◆ Instructions to follow
In the entries below, find every line holding the string "icon" and collect it.

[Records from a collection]
==========

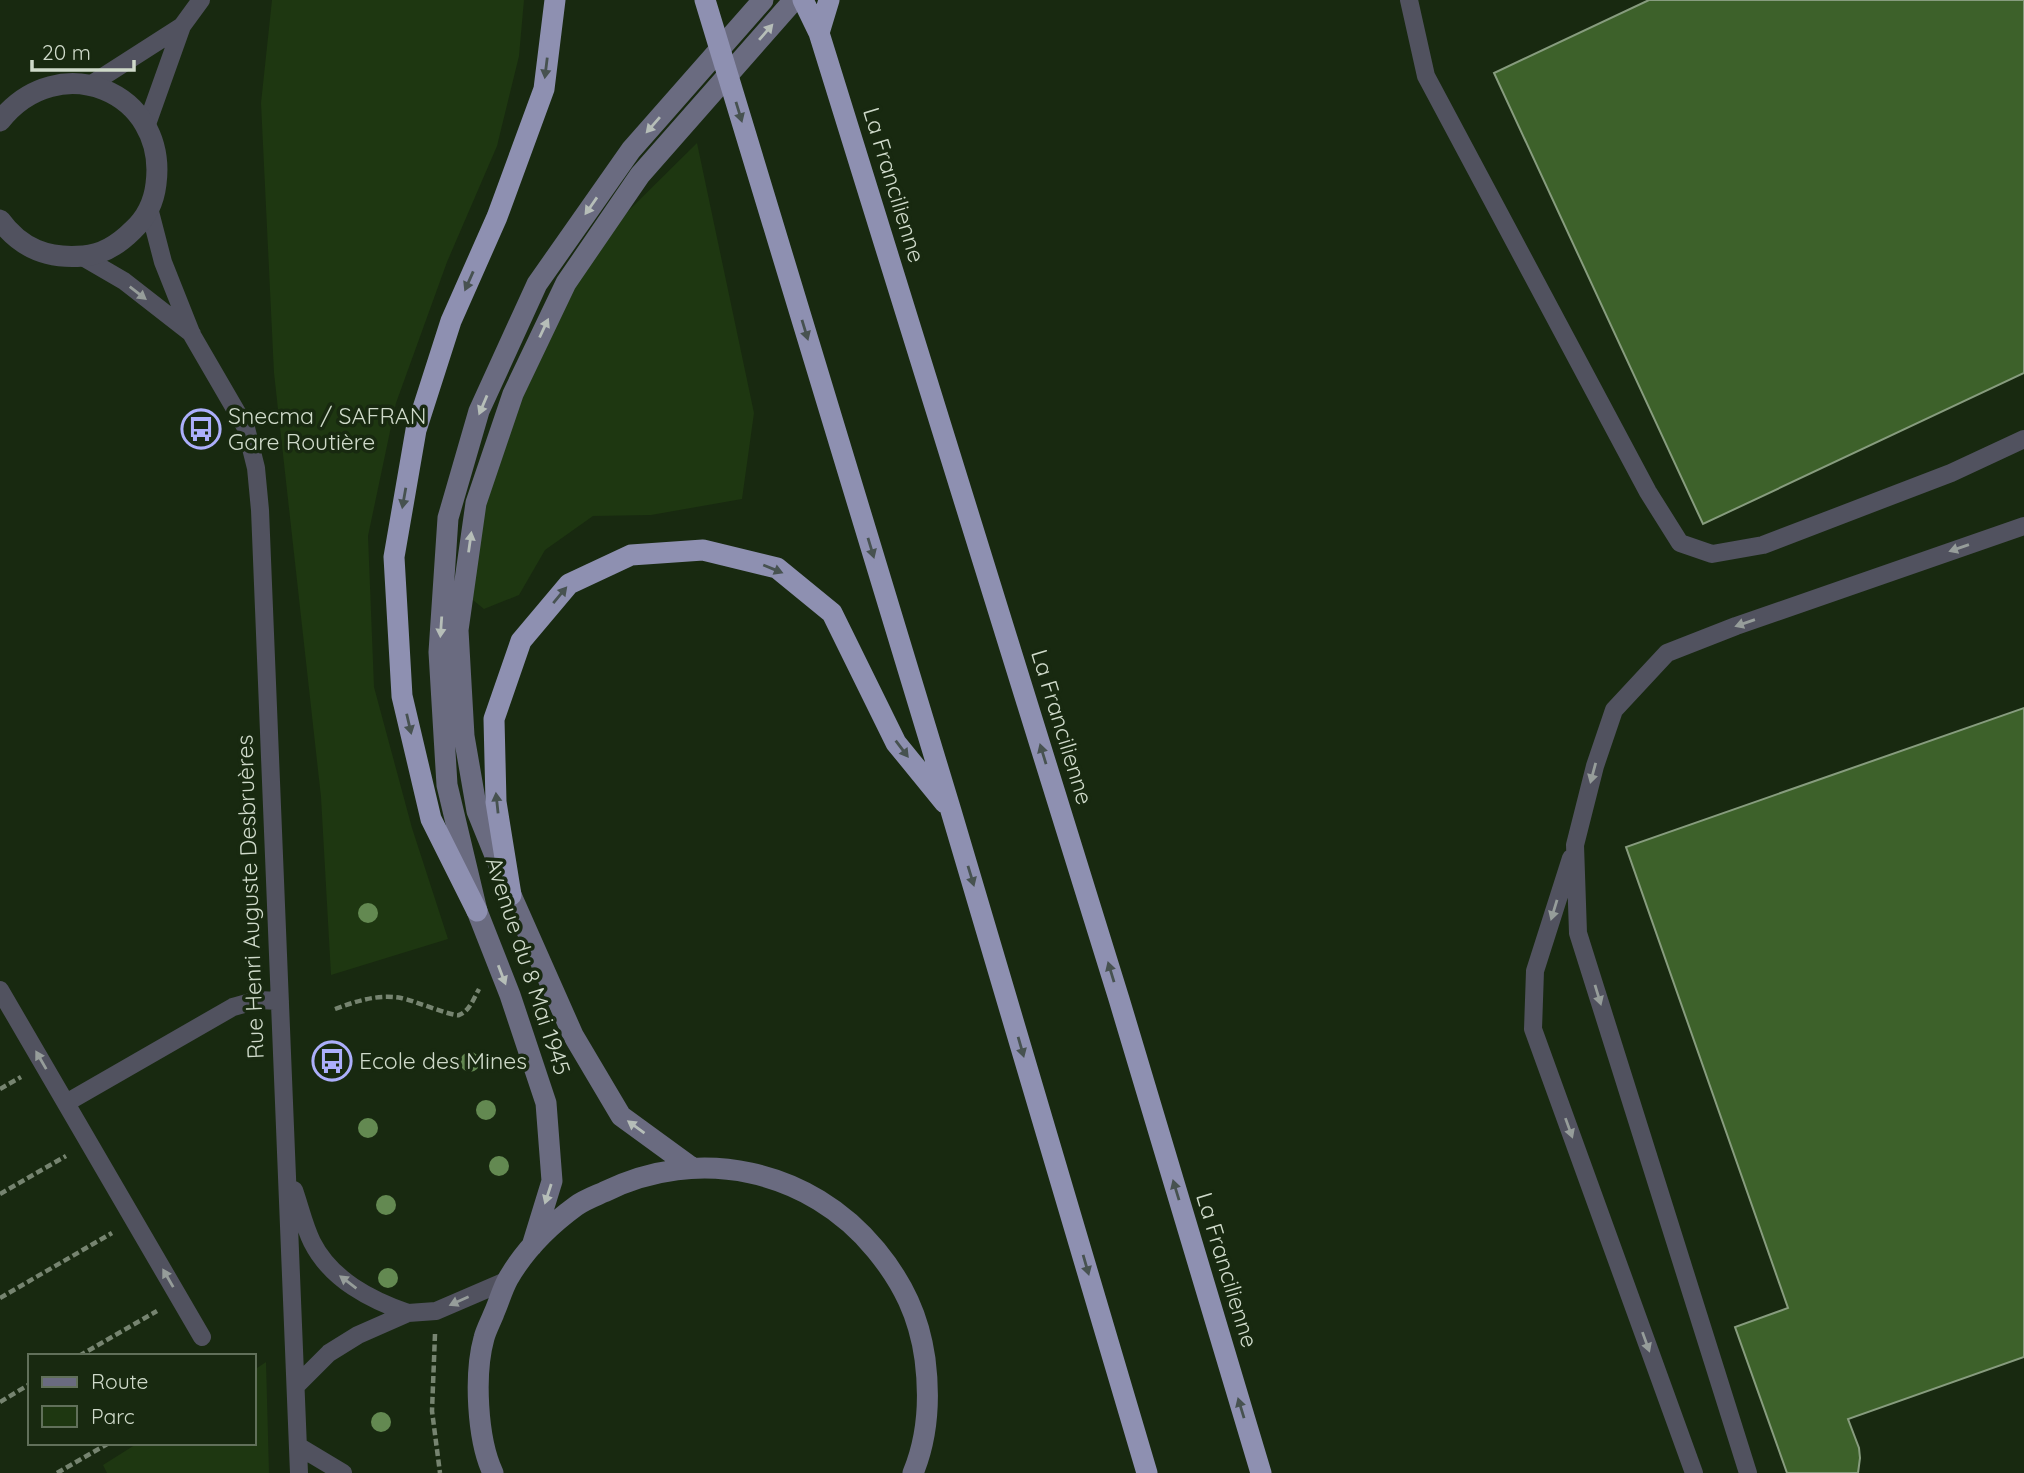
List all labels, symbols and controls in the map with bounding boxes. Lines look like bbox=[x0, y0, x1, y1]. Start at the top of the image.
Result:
one-way arrow bbox=[758, 23, 774, 41]
scale bar bbox=[32, 28, 133, 72]
text: 20 m bbox=[42, 39, 91, 65]
one-way arrow bbox=[541, 57, 552, 79]
one-way arrow bbox=[735, 102, 745, 123]
street label: La Francilienne bbox=[857, 104, 932, 266]
one-way arrow bbox=[645, 116, 661, 134]
one-way arrow bbox=[584, 197, 598, 215]
one-way arrow bbox=[463, 271, 475, 291]
one-way arrow bbox=[129, 285, 147, 300]
one-way arrow bbox=[539, 318, 550, 338]
one-way arrow bbox=[801, 320, 811, 341]
one-way arrow bbox=[477, 394, 488, 415]
place label: Snecma / SAFRAN Gare Routière bbox=[228, 401, 426, 456]
bus stop icon: Snecma / SAFRAN Gare Routière bbox=[180, 408, 222, 450]
one-way arrow bbox=[398, 487, 409, 509]
one-way arrow bbox=[465, 530, 476, 552]
one-way arrow bbox=[867, 537, 877, 558]
one-way arrow bbox=[1949, 543, 1970, 554]
one-way arrow bbox=[763, 563, 784, 574]
one-way arrow bbox=[552, 586, 568, 604]
one-way arrow bbox=[435, 616, 446, 638]
one-way arrow bbox=[1734, 618, 1755, 629]
street label: La Francilienne bbox=[1025, 646, 1100, 808]
one-way arrow bbox=[404, 713, 415, 735]
street label: Rue Henri Auguste Desbruères bbox=[229, 734, 270, 1060]
one-way arrow bbox=[894, 740, 908, 758]
one-way arrow bbox=[1038, 744, 1048, 765]
one-way arrow bbox=[1587, 762, 1598, 784]
one-way arrow bbox=[491, 792, 502, 814]
street label: Avenue du 8 Mai 1945 bbox=[480, 853, 577, 1079]
one-way arrow bbox=[966, 866, 976, 887]
one-way arrow bbox=[1549, 900, 1559, 921]
one-way arrow bbox=[1105, 961, 1115, 982]
one-way arrow bbox=[496, 965, 507, 986]
one-way arrow bbox=[1593, 985, 1604, 1006]
one-way arrow bbox=[1017, 1037, 1027, 1058]
bus stop icon: Ecole des Mines bbox=[311, 1040, 353, 1082]
place label: Ecole des Mines bbox=[359, 1046, 527, 1075]
one-way arrow bbox=[34, 1051, 47, 1070]
one-way arrow bbox=[1564, 1118, 1575, 1139]
one-way arrow bbox=[627, 1120, 645, 1134]
one-way arrow bbox=[1171, 1179, 1181, 1200]
one-way arrow bbox=[542, 1184, 553, 1205]
street label: La Francilienne bbox=[1190, 1189, 1265, 1351]
one-way arrow bbox=[1081, 1255, 1091, 1276]
one-way arrow bbox=[161, 1268, 174, 1287]
one-way arrow bbox=[339, 1275, 358, 1289]
one-way arrow bbox=[449, 1295, 469, 1307]
one-way arrow bbox=[1641, 1332, 1652, 1353]
legend bbox=[28, 1354, 256, 1445]
text: Route bbox=[91, 1368, 148, 1394]
one-way arrow bbox=[1236, 1397, 1246, 1418]
text: Parc bbox=[91, 1403, 135, 1429]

==========

◆ Written answer
bus stop icon: Snecma / SAFRAN Gare Routière bbox=[180, 408, 222, 450]
bus stop icon: Ecole des Mines bbox=[311, 1040, 353, 1082]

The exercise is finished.